Beijing introduced the Greater Bay Area project in February 2019 to turn nine cities in southern Guangdong province, Hong Kong and Macau into an integrated economic powerhouse. With Hong Kong as the financial hub, Shenzhen as a technology powerhouse and several neighbouring cities as manufacturing centres, the region is expected to see steady growth.
“It is not just the business community’s duty; youngsters themselves also have a role to play. They need to think of how to add value to the companies and also need to learn how to cope with the challenging times,” he said.
The two lion statues have stood guard at the entrance of the HSBC headquarters in Central since 1935.
Wong recalled that during the Asia financial crisis, a reporter had asked him if “Hong Kong is over.”
“My simple answer was ‘definitely not’. Hong Kong will never die, but it will come back [stronger]. The key is for all in Hong Kong to focus on things that could benefit the city instead of damaging it,” he said. “Some talents may migrate to other countries as we have seen since the 1980s but we have also seen many talents come back when they have found good opportunities.”

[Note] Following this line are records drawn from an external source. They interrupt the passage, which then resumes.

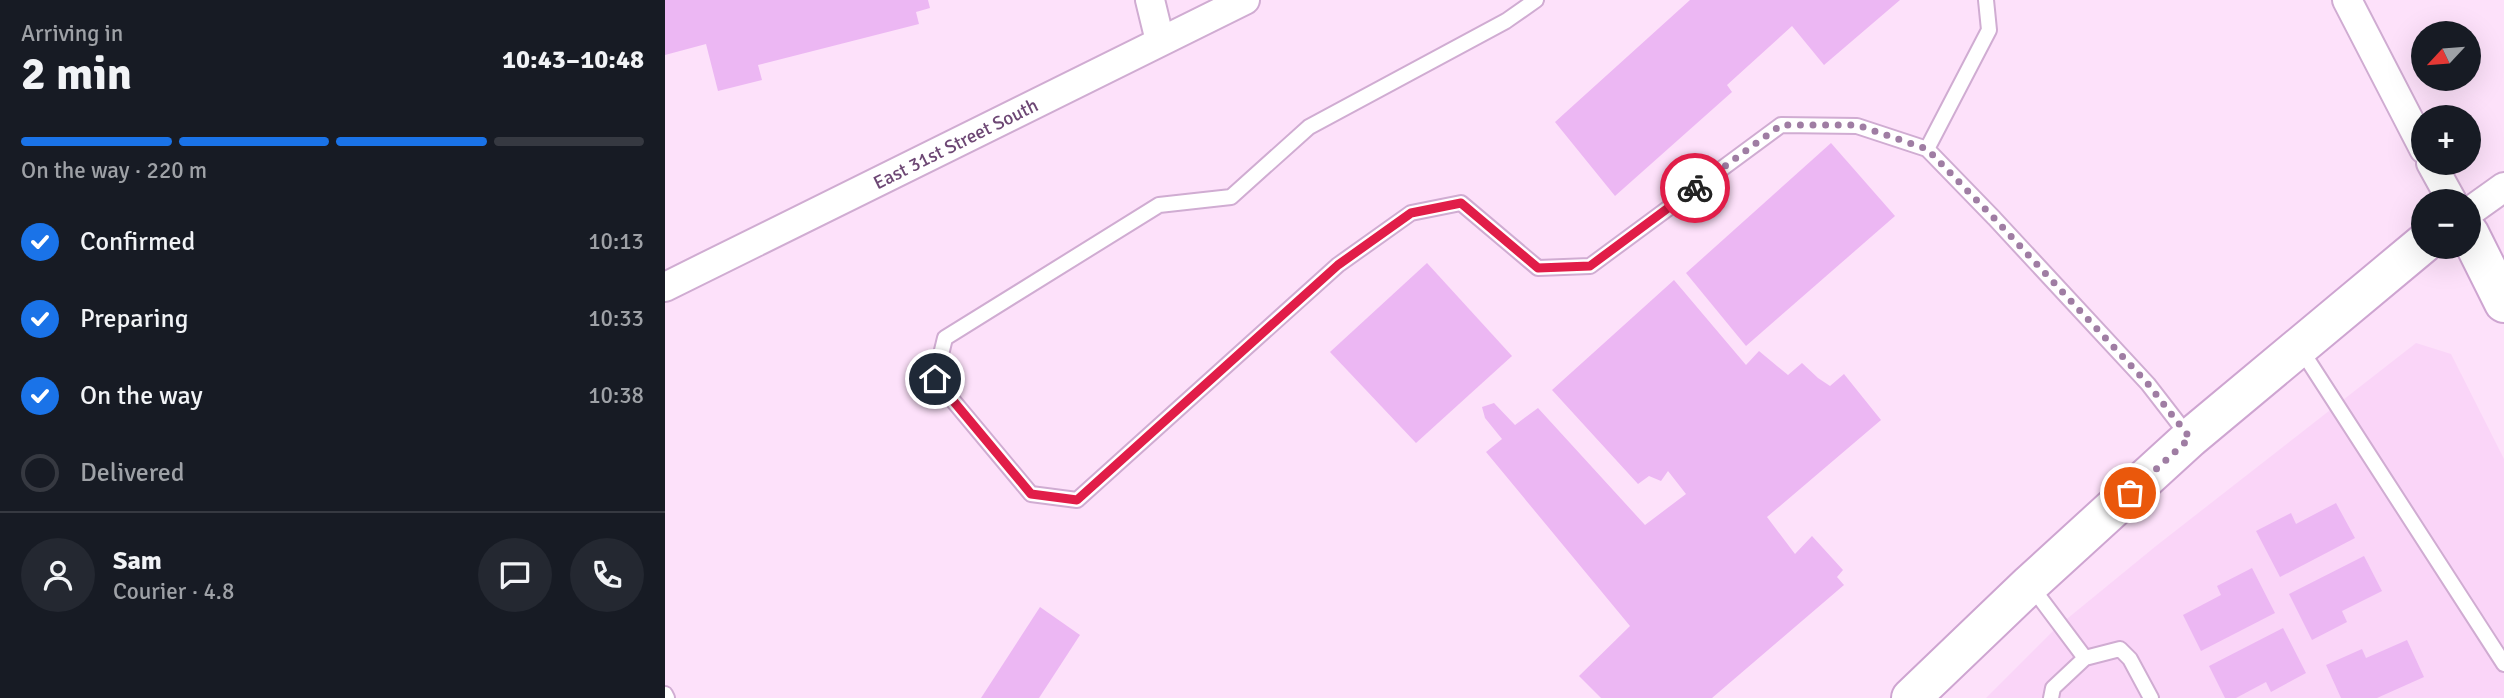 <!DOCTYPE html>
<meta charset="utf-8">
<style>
:root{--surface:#171b24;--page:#242831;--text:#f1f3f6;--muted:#9ea1a6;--line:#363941;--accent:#1a73e8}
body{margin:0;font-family:Signika,sans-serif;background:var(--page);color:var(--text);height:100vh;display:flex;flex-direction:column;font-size:26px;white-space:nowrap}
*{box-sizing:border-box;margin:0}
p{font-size:23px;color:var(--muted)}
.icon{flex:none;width:38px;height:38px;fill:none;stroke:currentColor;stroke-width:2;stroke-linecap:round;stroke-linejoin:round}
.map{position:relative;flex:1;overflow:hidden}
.details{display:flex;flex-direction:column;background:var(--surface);width:665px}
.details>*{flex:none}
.needle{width:46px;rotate:244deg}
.tools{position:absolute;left:1746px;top:21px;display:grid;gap:14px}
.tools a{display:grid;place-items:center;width:70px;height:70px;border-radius:50%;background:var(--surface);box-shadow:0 7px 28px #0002;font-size:35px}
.pin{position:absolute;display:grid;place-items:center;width:60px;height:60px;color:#fff;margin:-30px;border:4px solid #fff;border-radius:50%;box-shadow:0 2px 7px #0007}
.courier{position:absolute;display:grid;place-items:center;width:70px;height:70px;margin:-35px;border:5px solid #e11d48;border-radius:50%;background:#fff;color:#222;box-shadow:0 2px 9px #0007}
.summary em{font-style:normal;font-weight:700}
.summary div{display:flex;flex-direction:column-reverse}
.summary{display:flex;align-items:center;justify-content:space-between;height:119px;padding:0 21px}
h1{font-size:46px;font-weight:700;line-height:52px}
.bar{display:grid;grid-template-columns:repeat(4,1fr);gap:10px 7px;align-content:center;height:84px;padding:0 21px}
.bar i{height:9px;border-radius:5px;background:var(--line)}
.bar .on{background:var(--accent)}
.bar p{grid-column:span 4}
.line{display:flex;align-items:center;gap:18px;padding:0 21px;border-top:2px solid var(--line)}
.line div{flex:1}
.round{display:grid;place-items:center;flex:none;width:74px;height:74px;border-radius:37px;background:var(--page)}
ol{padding:0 21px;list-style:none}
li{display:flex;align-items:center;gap:21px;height:77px}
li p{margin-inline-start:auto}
li .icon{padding:7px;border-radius:50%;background:var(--accent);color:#fff;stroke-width:4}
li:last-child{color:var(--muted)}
li i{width:38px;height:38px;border:4px solid var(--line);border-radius:50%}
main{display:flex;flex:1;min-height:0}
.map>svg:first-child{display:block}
</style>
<main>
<section class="details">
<div class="summary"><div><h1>2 min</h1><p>Arriving in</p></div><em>10:43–10:48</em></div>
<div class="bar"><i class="on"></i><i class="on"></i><i class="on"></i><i></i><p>On the way · 220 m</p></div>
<ol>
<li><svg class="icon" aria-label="check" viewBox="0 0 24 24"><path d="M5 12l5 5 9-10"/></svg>Confirmed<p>10:13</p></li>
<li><svg class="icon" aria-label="check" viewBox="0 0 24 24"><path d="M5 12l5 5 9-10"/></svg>Preparing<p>10:33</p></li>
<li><svg class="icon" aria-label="check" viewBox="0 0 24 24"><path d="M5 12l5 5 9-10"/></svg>On the way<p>10:38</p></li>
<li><i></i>Delivered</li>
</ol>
<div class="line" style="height:126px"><a class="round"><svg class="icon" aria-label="person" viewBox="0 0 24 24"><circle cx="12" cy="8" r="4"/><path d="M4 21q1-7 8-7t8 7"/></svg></a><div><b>Sam</b><p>Courier · 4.8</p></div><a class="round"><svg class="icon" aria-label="chat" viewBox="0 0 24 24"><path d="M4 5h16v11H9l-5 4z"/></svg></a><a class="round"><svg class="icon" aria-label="phone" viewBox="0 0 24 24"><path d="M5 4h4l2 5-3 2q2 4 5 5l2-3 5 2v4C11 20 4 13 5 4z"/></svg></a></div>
</section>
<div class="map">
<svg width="1839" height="698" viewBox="0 0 1839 698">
<rect width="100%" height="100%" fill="#fde1fa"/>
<polygon fill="#fad5f8" points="1751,343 1786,354 1839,459 1839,698 1321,698 1392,627 1491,546"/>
<g fill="#ecb7f3">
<polygon points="0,0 263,0 265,8 251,12 254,24 93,65 97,80 53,91 41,44 0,55"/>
<polygon points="1025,0 1235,0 1159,65 1127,26 1062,85 1067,92 950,196 890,122"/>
<polygon points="1166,143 1230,216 1081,346 1021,273"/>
<polygon points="762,263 847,356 751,443 665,352"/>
<polygon points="1009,280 1081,365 1094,351 1123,375 1137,363 1153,378 1165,386 1179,374 1216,420 1102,517 1130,554 1147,536 1178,570 1172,577 1179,585 1047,698 936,698 914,676 965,626 821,452 837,439 820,418 817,407 829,403 850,425 873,408 980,525 1021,494 1003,471 996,481 984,476 973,484 887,390"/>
<polygon points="1671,503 1690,538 1615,577 1591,531 1626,513 1631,524"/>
<polygon points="1699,556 1717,591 1677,611 1682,622 1647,640 1624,594"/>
<polygon points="1587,568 1610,613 1536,651 1518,615 1556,595 1552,586"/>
<polygon points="375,607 415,635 374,698 316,698"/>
<polygon points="1618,628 1641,673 1606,692 1601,682 1571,698 1560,698 1544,666"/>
<polygon points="1742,640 1759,677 1712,698 1676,698 1661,665 1697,649 1701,658"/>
</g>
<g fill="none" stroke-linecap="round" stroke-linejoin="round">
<g stroke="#d0acd2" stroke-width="18">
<g id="lane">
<polyline points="871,0 841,21 644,127 566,197 494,205 280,338 270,379 366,494 412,500 673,265 746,213 796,203 873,268 925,266 1116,125 1192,126 1262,149 1329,218 1483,384 1524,437"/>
<polyline points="1262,149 1324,30 1321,0"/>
<polyline points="1635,348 1839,664"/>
<polyline points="1366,586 1420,658"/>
<polyline points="0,694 2,698"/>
<polyline points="1386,698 1388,688 1420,658 1455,649 1465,659 1486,698"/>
</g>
</g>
<g stroke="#d0acd2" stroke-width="32">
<g id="street">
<polyline points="485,0 495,41"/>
<polyline points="1682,0 1759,149"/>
<polyline points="1766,163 1787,201"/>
<polyline points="1804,212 1839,187"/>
<path id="s1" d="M0,287L580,0"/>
</g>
</g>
<g stroke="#cea5d1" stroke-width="42">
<g id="secondary">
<polyline points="1804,233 1839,303"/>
<polyline points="1246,698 1365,584 1525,438 1759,243"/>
</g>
</g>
<use href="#lane" stroke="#fff" stroke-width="14"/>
<use href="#street" stroke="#fff" stroke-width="28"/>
<use href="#secondary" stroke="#fff" stroke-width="38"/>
</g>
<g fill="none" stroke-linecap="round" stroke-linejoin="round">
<polyline stroke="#9f7da3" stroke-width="7" stroke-dasharray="0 12.6" points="1030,188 1116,125 1192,125 1262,149 1329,218 1483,384 1525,438 1465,493"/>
<polyline stroke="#e11d48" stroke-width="9" points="270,379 366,494 412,500 673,265 746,213 796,203 873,268 925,266 1030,188"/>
</g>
<g text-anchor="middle" stroke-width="5" stroke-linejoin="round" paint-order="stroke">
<g font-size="19" fill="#6d4774" stroke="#ffe7fd">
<text dy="7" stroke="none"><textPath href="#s1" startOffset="324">East 31st Street South</textPath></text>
</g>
</g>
</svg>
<div class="tools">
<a><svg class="needle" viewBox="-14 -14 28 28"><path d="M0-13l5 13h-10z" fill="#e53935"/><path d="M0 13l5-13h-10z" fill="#9ea1a6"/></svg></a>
<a>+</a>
<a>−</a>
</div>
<div class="pin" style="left:1465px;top:493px;background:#ea580c"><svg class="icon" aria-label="bag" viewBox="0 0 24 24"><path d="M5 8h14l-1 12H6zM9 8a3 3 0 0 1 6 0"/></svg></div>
<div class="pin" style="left:270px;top:379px;background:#1f2937"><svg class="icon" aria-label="home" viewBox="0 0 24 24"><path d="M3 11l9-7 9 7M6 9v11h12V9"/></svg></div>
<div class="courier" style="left:1030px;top:188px"><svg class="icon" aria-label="bike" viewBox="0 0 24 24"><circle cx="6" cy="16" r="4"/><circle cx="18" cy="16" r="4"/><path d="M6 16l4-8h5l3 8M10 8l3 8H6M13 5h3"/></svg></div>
</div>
</main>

He said that in the post-Covid world, Hong Kong no longer can rely on trade, retail or tourism and that it needs to promote fintech and other technology to “embrace the new era”.
Wong’s name appeared on Standard Chartered notes when he headed the bank between 2000 and 2005, and on HSBC notes after he accepted former HSBC chairman David Eldon’s invitation to jump ship in April 2005.
He is also the only individual to have held the top post at three large international banks in the city, with 17 years at Citigroup, eight at Standard Chartered and almost 18 at HSBC. Wong was also the first Chinese Asia-Pacific chief executive of HSBC, and the first Chinese Hong Kong chief executive at Standard Chartered.
He joined HSBC in 2005 as group general manager before becoming the chief executive for Asia-Pacific in February 2010 and non-executive chairman in 2021.
Under his leadership, HSBC’s Asia-Pacific business turned into the bank’s growth engine. The pre-tax profit from Asia-Pacific in the first nine months this year represents 80 per cent of the total, compared with only 34 per cent in 2005 when Wong joined.
Wong, who turned 71 last month, said although he considers himself to be semi-retired he had no plans to quit.
“I still love my job and my life at HSBC and will continue to contribute to the bank, giving advice and also working on charity programmes that benefit the community of Hong Kong.”